Orlando Ionata sceglie una strada narrativa coraggiosa e dolorosa
Ci sono libri che si leggono. E poi ci sono libri che si attraversano, con il cuore pesante e gli occhi lucidi, sapendo che ogni pagina lascia un segno. 33. Cronaca di un femminicidio appartiene a questa seconda categoria.
Orlando Ionata sceglie una strada narrativa coraggiosa e dolorosa: affidare la voce a Clara, una donna che racconta la propria storia dopo la morte. Una scelta che potrebbe apparire spiazzante, ma che si rivela straordinariamente efficace perché restituisce umanità, dignità e presenza a chi troppo spesso viene ridotta a una statistica o a un titolo di cronaca.

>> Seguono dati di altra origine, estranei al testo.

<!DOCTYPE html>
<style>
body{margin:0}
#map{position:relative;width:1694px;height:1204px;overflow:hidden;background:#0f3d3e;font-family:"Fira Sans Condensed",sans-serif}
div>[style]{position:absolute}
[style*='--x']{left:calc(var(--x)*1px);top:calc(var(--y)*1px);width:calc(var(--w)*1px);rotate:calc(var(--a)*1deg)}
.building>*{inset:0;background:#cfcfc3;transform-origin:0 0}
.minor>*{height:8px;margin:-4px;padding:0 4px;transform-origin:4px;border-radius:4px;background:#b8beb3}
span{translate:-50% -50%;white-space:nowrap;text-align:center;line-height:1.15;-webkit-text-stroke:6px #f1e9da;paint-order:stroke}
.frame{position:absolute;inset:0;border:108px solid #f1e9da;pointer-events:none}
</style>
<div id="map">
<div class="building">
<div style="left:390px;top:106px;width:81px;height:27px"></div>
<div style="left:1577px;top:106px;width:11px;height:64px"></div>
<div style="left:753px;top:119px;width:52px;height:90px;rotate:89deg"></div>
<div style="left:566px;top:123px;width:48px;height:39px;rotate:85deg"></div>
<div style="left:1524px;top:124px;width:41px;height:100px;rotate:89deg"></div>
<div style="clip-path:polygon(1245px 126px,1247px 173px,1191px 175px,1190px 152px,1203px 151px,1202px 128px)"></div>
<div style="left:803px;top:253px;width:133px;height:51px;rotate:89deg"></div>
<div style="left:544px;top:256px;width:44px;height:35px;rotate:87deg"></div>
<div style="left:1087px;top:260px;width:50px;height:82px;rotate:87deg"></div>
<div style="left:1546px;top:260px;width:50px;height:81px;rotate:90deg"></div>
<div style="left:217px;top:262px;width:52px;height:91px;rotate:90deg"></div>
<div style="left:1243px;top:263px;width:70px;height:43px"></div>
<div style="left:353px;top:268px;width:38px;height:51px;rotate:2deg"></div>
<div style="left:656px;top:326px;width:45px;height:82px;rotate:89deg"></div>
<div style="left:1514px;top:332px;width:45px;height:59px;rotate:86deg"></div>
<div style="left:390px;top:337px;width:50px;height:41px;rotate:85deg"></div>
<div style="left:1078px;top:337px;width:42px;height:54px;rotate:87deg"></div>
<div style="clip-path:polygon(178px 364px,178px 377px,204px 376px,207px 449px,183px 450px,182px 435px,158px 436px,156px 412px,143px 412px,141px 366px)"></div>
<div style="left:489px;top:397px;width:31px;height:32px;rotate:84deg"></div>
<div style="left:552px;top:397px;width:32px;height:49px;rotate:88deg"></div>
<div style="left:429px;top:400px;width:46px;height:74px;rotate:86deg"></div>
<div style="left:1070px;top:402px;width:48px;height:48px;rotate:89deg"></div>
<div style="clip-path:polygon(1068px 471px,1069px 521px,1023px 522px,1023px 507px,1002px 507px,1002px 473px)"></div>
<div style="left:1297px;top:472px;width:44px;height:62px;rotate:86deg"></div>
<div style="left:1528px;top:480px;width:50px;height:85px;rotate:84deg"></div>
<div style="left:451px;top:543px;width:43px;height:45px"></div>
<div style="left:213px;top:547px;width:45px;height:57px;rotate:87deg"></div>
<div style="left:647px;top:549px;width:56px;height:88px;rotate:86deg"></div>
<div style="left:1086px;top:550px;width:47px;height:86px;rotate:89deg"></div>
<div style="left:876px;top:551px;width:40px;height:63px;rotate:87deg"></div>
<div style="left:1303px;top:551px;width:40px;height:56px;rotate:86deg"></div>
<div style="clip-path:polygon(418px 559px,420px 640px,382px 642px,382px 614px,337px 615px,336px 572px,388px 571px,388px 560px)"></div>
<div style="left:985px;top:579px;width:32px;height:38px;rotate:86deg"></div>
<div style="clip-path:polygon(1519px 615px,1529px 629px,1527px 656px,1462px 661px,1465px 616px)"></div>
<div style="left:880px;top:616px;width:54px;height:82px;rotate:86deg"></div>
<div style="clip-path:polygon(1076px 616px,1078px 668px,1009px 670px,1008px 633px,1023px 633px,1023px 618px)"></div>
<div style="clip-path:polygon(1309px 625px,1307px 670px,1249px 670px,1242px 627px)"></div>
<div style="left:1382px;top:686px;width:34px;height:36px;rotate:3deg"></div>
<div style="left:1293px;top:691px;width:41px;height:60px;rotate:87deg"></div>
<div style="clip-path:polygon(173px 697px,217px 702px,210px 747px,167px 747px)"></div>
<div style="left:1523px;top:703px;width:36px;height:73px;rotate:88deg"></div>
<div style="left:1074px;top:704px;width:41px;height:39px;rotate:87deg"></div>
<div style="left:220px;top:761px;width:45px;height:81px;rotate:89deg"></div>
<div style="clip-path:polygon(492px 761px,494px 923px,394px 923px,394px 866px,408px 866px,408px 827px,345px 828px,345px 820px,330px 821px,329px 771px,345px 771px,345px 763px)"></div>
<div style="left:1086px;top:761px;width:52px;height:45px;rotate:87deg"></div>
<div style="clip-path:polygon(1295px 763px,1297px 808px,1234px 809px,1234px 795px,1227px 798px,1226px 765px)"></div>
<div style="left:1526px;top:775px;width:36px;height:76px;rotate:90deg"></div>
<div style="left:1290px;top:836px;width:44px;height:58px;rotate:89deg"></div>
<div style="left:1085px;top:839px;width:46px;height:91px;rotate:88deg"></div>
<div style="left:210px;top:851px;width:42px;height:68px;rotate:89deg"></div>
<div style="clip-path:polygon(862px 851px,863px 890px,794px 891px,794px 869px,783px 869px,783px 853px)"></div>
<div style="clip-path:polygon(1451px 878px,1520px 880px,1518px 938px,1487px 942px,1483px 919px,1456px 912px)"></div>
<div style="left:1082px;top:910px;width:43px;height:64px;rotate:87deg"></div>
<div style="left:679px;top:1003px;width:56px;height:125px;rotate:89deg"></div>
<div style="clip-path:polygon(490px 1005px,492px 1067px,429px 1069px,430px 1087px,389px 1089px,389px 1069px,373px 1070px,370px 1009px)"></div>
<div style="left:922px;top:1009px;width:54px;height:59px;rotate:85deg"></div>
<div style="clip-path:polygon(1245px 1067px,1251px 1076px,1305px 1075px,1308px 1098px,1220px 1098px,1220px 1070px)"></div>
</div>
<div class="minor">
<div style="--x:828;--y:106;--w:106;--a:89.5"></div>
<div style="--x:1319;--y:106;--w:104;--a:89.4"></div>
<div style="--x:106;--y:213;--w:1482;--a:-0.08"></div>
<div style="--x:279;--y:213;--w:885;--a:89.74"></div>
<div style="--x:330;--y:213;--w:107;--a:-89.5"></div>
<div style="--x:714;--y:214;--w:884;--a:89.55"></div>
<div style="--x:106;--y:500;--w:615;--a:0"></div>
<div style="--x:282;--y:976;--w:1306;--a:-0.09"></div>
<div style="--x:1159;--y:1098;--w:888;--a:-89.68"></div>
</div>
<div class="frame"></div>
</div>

Clara non è soltanto una vittima. È una donna che ama, che spera, che giustifica, che teme, che cade e che prova a rialzarsi. Attraverso il suo racconto assistiamo alla lenta e subdola costruzione della violenza: non quella che esplode all’improvviso, ma quella che si insinua nei gesti quotidiani, nelle parole che feriscono, nei controlli mascherati da premure, nelle promesse di cambiamento che diventano catene invisibili. È proprio qui che il romanzo trova la sua forza più autentica: nel mostrare come il femminicidio non inizi con l’ultimo colpo, ma molto prima, quando i segnali vengono minimizzati, ignorati o normalizzati.
La scrittura di Ionata è diretta, intensa, priva di inutili compiacimenti. Non cerca il sensazionalismo né l’effetto shock fine a sé stesso. Al contrario, accompagna il lettore dentro una sofferenza reale, costringendolo a confrontarsi con domande scomode e necessarie. Ogni capitolo sembra voler abbattere uno degli stereotipi che ancora oggi circondano la violenza di genere: “perché non se n’è andata?”, “perché non ha denunciato prima?”, “perché è rimasta?”. Attraverso Clara comprendiamo quanto queste domande siano spesso il risultato di una profonda incomprensione delle dinamiche dell’abuso.
Particolarmente toccante è il significato del numero trentatré. Non è soltanto il conteggio delle coltellate che hanno spezzato una vita; diventa il simbolo di tutte le occasioni perdute, di tutti i campanelli d’allarme ignorati, di tutte le volte in cui la società avrebbe potuto ascoltare di più e giudicare di meno. Un numero che pesa come una condanna ma che, nelle intenzioni dell’autore, si trasforma anche in un monito.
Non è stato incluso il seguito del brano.